Enterprise application modules 25 include data preparatory unit 251, prediction marking unit 252, application interface unit 253 and language
Material mark unit 254, main entrance and outlet of the module for the system.Wherein, application interface unit 253 is responsible for answering with enterprise
Other interfaces are docked and real-time management, to obtain new opplication.Data preparatory unit 251 is mainly responsible for enterprise-level industry
Business problem is converted into the demand data involved by model language, and the initial data called and distributed for other models is prepared and in advance
Processing.Prediction marking unit 252 is carried out by the model parameter file in trigger model management module to the data object of input
Prediction and marking, the model for judging to have stored in system whether be applied to the application data that newly inputs;If marking is qualified, institute
The system output result of the new language material of existing model treatment is stated, if marking is unqualified, the existing model of system update is simultaneously
New language material is handled with the model after renewal.Corpus labeling unit 254 is responsible for entering the language material of input according to model parameter file
Row LDA texts are birdsed of the same feather flock together, and form the more fine-grained topic mark and probabilistic dictionaries of each topic classification, and by the topic of generation
The information such as mark are stored to data memory module 26.

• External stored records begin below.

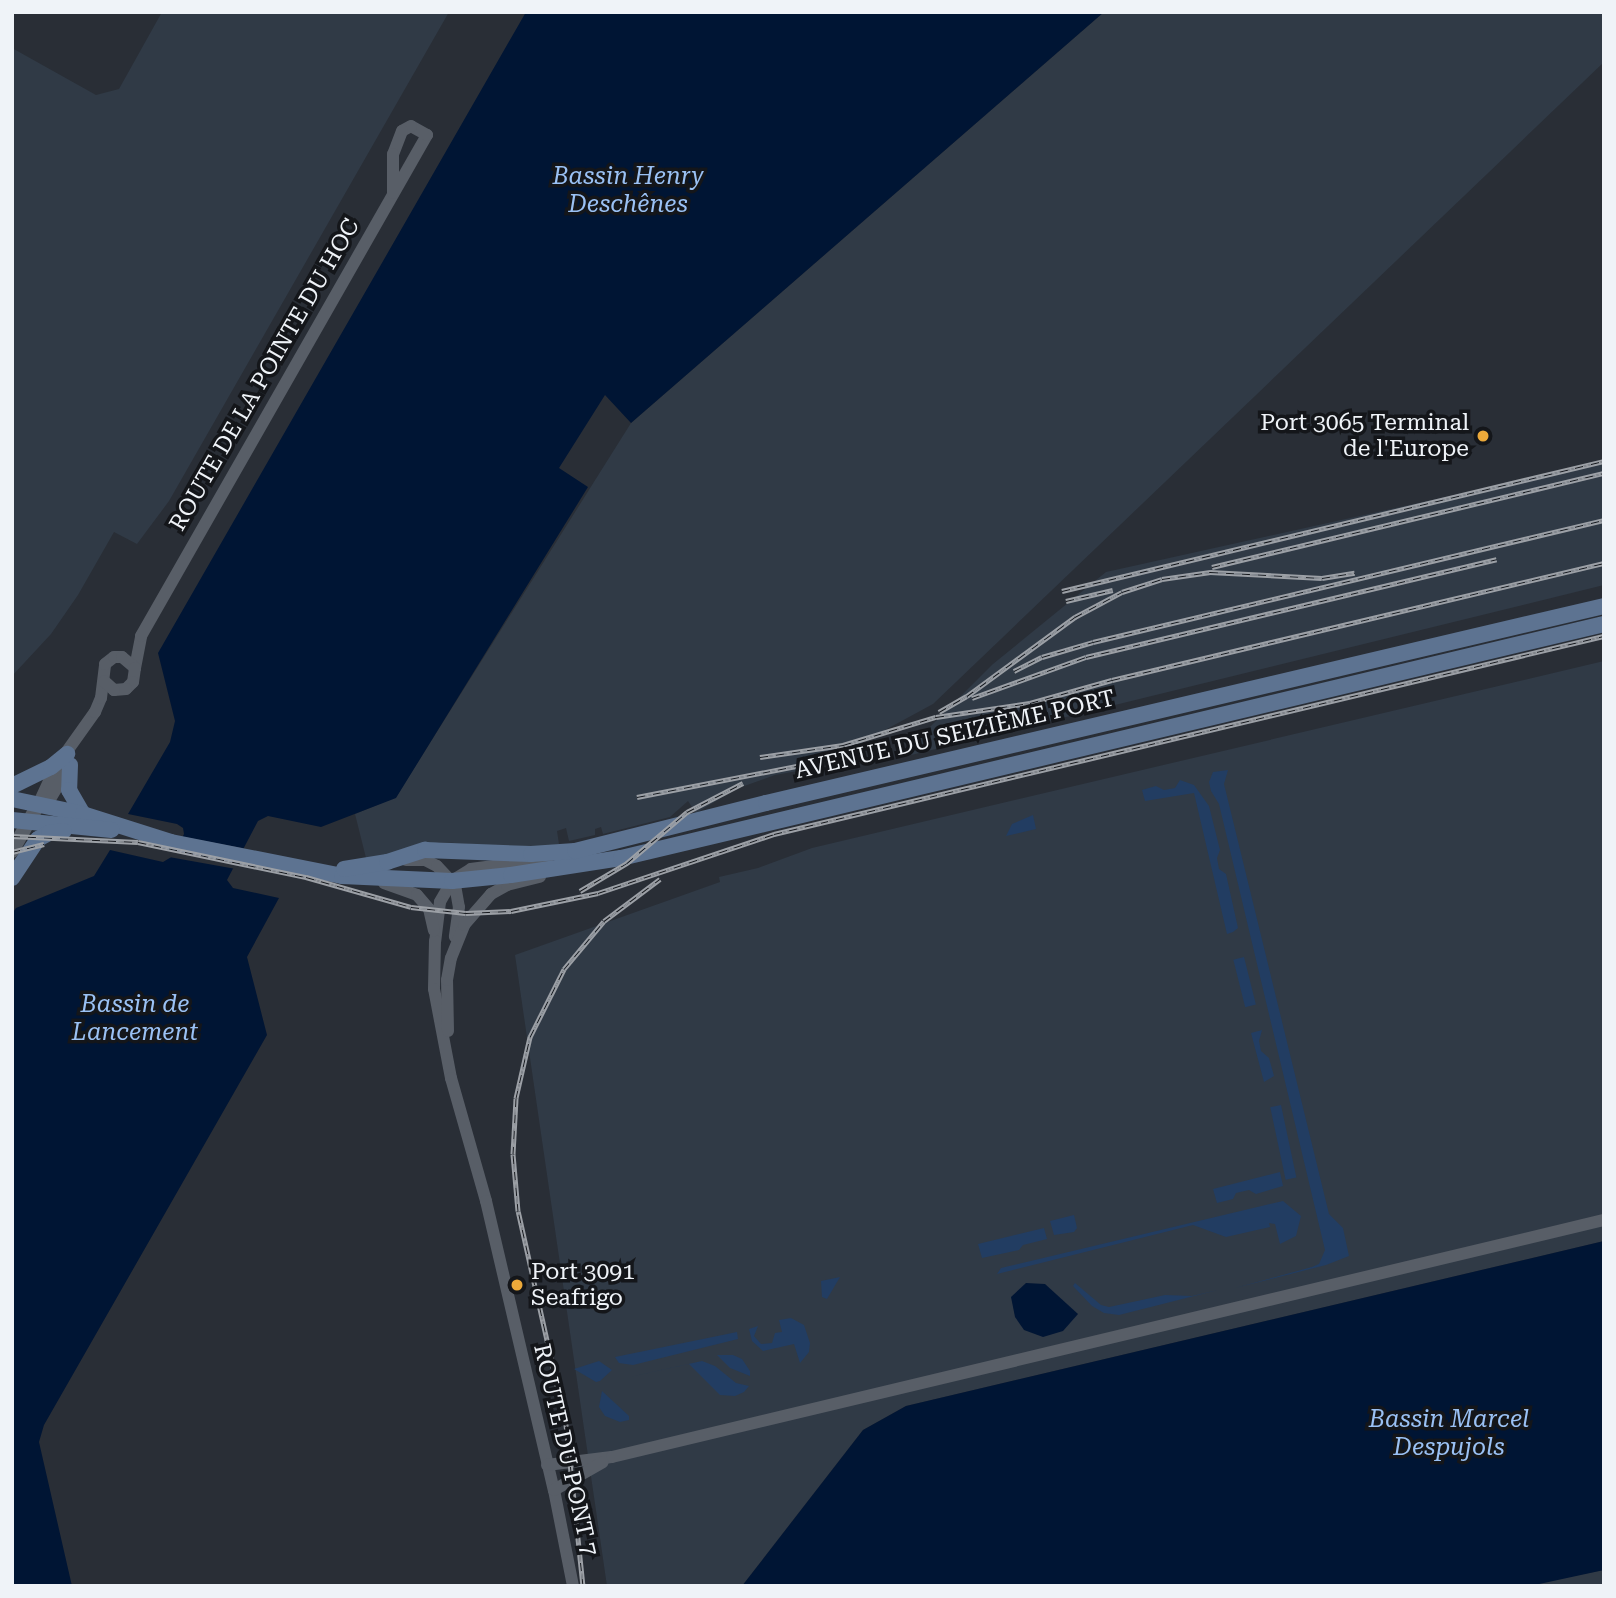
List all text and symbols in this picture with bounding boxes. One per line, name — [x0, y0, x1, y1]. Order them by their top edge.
water label: Bassin Henry Deschênes — [552, 163, 704, 219]
street label: ROUTE DE LA POINTE DU HOC — [164, 214, 366, 536]
place label: Port 3065 Terminal de l'Europe — [1260, 409, 1469, 463]
marker: Port 3065 Terminal de l'Europe — [1475, 428, 1491, 444]
street label: AVENUE DU SEIZIÈME PORT — [792, 685, 1118, 785]
water label: Bassin de Lancement — [72, 991, 198, 1047]
place label: Port 3091 Seafrigo — [531, 1258, 635, 1312]
marker: Port 3091 Seafrigo — [509, 1277, 525, 1293]
street label: ROUTE DU PONT 7 — [527, 1341, 603, 1559]
water label: Bassin Marcel Despujols — [1369, 1406, 1529, 1462]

Data memory module 26 is responsible for task scheduling modules 22 in storage system, model management module 23, algorithm process mould
Information after block 24 and the processing of the four module of enterprise application modules 25, the model being such as calculated, model parameter, topic mark
Information.
The communication module 21 of Hadoop big datas process layer 2 respectively with task scheduling modules 22, model management module 23, calculate
Method processing module 24, enterprise application modules 25 are connected with data memory module 26, are connected respectively by bus between each module.
Fig. 3 is the flow chart for the topic language material automatic marking that embodiment of the present invention is related to.Below in conjunction with accompanying drawing specifically
The handling process of bright corpus labeling.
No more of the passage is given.